Most insurers could not cancel plans without giving 1 to 3 months’ notice. But the companies remaining in the market would likely seek sharp increases in premiums for the following year, anticipating that the consumers most likely to hold onto their plans would be those needing medical care, Kaiser says.
At issue in King v. Burwell — slated to be argued before the Supreme Court on March 4 — is the basis of subsidies that go to millions of low- and moderate-income Americans in the approximately three dozen states that rely on the federal marketplace. More than 85% of the 8.6 million people who purchased plans in those states qualified for subsidies, administration officials said.
Challengers of the PPACA point to four words in the Act that say subsidies shall be distributed through marketplaces “established by the state.” They argue that that wording bars the government from subsidizing insurance purchased through a federally administered exchange.
Supporters of the Act, on the other hand, argue that Congress intended the subsidies to be available through both federally run and state-run markets, which they say is clear in reading the overall bill.
The court’s ruling would have no effect on the subsidies provided to residents through state-run markets, such as those in California, New York, and Washington.
The Obama administration has declined to discuss contingency plans, expressing confidence that it will prevail with the justices.

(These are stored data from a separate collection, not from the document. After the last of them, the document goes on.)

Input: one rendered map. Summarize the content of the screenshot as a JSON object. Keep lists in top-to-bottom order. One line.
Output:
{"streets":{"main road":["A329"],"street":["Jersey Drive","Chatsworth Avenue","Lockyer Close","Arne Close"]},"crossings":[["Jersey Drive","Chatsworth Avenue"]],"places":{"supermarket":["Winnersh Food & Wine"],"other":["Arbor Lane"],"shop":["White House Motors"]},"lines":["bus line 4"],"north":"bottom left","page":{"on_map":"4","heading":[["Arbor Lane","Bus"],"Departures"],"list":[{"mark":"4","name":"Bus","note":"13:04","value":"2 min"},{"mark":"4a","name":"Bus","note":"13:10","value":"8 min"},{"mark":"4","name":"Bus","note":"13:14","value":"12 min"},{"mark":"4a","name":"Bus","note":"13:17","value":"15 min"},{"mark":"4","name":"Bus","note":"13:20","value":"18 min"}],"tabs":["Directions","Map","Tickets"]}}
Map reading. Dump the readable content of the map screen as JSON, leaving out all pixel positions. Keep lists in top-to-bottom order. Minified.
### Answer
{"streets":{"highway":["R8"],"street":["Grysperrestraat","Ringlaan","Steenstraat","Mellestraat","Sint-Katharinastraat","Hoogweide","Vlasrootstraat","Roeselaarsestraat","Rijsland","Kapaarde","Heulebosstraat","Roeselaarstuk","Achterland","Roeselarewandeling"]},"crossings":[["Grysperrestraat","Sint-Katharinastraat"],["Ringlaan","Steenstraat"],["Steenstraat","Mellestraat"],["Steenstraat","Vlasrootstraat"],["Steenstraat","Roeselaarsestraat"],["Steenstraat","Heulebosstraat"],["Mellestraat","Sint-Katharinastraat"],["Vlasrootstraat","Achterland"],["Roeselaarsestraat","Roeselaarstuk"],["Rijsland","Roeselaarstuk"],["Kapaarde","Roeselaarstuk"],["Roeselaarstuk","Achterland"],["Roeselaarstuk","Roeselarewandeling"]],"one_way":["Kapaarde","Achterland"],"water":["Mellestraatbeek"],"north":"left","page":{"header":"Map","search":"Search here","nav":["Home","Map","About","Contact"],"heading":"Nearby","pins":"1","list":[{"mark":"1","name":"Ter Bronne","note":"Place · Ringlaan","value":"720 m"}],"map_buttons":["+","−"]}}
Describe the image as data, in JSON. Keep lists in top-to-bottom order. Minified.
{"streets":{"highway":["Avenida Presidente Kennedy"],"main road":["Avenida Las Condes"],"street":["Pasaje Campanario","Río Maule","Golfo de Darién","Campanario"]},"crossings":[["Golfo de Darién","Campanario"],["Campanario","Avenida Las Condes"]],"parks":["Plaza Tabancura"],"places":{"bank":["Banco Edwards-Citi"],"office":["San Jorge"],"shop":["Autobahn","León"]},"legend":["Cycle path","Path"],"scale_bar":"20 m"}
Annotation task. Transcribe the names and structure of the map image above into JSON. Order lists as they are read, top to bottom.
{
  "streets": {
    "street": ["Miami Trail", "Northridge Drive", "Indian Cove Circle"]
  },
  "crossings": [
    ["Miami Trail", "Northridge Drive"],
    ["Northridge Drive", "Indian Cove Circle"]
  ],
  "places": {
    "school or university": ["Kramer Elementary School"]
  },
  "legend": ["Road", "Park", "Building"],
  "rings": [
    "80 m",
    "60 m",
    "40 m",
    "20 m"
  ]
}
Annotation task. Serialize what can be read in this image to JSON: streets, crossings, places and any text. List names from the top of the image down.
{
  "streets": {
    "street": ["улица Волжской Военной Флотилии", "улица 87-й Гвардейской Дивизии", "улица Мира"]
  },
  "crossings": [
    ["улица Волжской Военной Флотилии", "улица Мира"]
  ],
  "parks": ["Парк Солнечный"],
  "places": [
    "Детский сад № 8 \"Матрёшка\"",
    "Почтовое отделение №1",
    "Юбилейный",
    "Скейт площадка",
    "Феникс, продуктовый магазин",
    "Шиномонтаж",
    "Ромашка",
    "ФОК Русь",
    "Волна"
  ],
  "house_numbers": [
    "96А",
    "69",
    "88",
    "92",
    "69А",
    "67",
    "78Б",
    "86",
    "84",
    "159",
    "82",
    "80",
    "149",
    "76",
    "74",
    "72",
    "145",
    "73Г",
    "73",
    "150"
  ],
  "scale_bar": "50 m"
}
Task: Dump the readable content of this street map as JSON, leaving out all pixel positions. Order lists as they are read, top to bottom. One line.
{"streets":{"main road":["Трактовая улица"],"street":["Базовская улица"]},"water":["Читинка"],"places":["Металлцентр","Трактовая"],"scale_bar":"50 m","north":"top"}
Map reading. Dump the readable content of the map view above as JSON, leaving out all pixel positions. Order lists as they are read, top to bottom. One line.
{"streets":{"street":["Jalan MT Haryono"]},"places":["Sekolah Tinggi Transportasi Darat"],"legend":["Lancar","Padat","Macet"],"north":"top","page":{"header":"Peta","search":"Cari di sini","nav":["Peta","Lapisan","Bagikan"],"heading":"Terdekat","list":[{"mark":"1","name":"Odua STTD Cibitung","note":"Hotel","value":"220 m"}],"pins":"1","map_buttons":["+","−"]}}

If the court strikes subsidies, experts say Congress could apply “fixes,” such as voting to allow the subsidies to continue through the rest of the year. But whether a Republican-controlled Congress that has pledged itself to the law’s repeal would agree to that is uncertain.
At the state level, officials could decide to establish state-run marketplaces, but they would have to move fast before the start of open enrollment for 2016, tentatively set to begin November 1. And lawmakers in many GOP-led states are likely to resist such steps, citing opposition to the Act.
Governors in at least five of the states — Louisiana, Mississippi, Nebraska, South Carolina, and Wisconsin — have announced that they would not create their own exchanges if the court invalidated subsidies. In another four states — Georgia, Missouri, Montana, and Tennessee — politics could make it very difficult to set up a state program.
Even if insurers wanted to drop coverage immediately in the event the high court struck the subsidies, most could not do so legally, Kaiser says. State laws require anywhere from 30 to 90 days’ notice for an insurer to exit a market. And if they withdraw, they have to pull all of their plans, not just those offered through the federal exchange.
Regulations keep insurers from coming back into the market for years, however, creating a disincentive to bail out.
Stuart Butler, a conservative scholar at the Brookings Institution, believes the court is likely to offer some temporary remedy, such as a grace period when the subsidies could continue to flow.
“The idea that there will be some cataclysm the day after is extremely unlikely,” Butler said. “We’ll see a number of states moving toward essentially setting up a state exchange. We could still see Texas and a few others saying no. But if two-thirds of states find a way to accommodate it, I don’t see that a critical mass for the collapse of the Affordable Care Act is there.”